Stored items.

○ ○ ○ ○ ○ ○ ○

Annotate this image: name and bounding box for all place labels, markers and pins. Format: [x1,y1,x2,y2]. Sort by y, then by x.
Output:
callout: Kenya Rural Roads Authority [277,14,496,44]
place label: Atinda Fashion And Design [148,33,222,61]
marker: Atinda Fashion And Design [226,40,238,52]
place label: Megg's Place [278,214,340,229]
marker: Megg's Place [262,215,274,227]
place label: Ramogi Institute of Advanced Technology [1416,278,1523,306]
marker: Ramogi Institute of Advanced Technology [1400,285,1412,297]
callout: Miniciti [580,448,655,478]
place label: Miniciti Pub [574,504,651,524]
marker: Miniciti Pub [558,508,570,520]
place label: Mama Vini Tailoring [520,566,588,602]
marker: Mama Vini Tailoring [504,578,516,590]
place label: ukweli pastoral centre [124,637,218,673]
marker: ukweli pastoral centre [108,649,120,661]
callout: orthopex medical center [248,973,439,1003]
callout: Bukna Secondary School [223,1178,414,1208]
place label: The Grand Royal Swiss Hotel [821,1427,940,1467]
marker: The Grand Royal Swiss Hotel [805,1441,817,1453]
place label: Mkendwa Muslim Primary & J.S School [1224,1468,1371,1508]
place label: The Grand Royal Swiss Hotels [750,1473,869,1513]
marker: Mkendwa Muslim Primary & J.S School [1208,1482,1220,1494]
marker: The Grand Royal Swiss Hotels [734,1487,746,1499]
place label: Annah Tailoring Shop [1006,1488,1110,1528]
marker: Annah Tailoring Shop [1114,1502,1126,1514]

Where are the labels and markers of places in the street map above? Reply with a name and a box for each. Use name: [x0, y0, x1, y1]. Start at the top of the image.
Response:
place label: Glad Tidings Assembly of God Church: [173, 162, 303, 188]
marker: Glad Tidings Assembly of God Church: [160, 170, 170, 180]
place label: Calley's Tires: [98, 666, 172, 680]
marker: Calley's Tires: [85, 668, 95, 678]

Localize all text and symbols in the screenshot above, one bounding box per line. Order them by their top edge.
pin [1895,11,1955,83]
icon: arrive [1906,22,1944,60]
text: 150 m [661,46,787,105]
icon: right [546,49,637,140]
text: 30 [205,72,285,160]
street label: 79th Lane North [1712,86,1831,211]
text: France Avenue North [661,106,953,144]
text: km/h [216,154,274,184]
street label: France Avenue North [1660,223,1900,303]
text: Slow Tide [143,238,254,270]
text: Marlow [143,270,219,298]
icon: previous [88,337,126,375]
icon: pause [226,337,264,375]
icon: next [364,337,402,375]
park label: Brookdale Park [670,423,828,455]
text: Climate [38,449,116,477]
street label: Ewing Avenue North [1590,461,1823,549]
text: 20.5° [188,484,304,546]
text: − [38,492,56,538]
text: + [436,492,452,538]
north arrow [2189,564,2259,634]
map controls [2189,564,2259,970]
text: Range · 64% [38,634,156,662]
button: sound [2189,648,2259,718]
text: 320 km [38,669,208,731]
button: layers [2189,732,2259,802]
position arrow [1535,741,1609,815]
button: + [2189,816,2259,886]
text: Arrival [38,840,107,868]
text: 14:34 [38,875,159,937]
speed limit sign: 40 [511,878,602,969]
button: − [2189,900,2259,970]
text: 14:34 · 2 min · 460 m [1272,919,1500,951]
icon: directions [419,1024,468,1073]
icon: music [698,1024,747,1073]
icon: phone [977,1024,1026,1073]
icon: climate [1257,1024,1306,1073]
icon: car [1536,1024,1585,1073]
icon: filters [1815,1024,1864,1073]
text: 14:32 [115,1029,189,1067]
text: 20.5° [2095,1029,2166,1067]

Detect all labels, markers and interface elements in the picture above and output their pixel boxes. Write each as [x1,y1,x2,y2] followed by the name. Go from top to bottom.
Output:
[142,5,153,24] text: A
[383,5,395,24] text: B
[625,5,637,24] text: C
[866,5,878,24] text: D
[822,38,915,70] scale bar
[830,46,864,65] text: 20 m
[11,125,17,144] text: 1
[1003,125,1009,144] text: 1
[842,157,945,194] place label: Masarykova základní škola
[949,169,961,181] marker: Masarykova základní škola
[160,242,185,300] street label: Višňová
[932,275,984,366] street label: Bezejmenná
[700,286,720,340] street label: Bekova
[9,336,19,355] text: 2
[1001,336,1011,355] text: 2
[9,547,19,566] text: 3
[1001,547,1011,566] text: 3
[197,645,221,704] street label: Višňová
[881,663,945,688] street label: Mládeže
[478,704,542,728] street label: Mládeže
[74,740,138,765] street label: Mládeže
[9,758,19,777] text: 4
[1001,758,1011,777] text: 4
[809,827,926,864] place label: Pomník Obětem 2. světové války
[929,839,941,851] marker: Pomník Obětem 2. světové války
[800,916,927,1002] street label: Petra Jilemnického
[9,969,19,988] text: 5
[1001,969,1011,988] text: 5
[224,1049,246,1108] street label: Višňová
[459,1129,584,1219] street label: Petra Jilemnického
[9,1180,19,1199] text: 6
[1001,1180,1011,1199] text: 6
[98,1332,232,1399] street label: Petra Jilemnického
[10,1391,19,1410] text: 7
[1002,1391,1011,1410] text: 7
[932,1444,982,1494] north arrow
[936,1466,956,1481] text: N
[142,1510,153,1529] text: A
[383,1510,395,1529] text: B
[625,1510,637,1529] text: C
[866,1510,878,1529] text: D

○ ○ ○ ○ ○ ○ ○

Which of the lines above carry the string "each"? Copy every one.

Answer for this exercise.
Where are the labels and markers of places in the street map above? Reply with a name and a box for each. Use name: [x0, y0, x1, y1]. Start at the top of the image.
Detect all labels, markers and interface elements in the picture above and output their pixel boxes. Write each as [x1,y1,x2,y2] followed by the name. Go from top to bottom.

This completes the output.